* [RECORDS SUPPLIED]:
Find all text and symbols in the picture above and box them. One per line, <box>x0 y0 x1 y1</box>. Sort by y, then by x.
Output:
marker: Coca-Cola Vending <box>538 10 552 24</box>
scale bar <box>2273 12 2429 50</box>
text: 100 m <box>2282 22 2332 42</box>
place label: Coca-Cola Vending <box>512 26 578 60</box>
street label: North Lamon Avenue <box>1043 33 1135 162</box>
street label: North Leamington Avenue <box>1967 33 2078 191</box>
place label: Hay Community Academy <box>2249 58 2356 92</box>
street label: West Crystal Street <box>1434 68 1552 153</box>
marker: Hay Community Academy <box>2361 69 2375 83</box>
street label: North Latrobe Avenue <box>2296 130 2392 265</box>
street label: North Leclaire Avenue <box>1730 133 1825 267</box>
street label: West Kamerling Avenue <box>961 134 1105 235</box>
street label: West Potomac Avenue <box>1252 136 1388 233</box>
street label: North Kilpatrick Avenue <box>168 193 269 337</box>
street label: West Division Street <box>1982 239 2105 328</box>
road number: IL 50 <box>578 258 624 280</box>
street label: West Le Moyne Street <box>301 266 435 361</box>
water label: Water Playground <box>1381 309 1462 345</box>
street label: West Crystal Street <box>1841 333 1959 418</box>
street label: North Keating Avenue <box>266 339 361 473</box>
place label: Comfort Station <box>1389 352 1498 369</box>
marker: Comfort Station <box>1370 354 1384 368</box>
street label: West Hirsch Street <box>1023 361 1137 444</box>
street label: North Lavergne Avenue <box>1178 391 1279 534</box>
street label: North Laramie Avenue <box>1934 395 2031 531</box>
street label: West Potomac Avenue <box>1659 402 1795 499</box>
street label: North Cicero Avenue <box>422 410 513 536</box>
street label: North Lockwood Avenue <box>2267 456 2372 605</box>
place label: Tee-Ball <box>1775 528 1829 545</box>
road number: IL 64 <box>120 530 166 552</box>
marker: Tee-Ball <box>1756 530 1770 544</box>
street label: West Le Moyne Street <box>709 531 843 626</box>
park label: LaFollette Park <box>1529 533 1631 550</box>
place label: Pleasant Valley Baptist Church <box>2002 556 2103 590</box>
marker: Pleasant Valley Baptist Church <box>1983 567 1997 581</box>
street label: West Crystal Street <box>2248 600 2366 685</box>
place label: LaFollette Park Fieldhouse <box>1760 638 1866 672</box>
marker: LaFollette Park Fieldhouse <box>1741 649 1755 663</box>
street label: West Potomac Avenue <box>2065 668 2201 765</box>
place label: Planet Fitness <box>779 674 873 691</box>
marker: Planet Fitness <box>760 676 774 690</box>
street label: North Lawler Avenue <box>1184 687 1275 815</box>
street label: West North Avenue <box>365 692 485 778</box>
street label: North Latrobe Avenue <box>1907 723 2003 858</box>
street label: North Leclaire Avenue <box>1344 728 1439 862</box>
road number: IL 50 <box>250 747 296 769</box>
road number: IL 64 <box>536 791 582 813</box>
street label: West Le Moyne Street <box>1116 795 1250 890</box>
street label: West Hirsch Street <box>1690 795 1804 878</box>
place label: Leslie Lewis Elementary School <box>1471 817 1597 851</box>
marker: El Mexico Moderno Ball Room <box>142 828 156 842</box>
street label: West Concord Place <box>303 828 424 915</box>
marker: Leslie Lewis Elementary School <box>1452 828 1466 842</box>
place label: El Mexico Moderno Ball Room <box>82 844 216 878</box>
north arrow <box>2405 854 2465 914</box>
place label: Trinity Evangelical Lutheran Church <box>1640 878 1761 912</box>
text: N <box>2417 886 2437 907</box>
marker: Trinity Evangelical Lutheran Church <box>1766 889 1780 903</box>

* [EXERCISE OBJECTIVE]: Pull every line holding "Latrobe" out of the records.

* [EXERCISE OUTPUT]:
street label: North Latrobe Avenue <box>2296 130 2392 265</box>
street label: North Latrobe Avenue <box>1907 723 2003 858</box>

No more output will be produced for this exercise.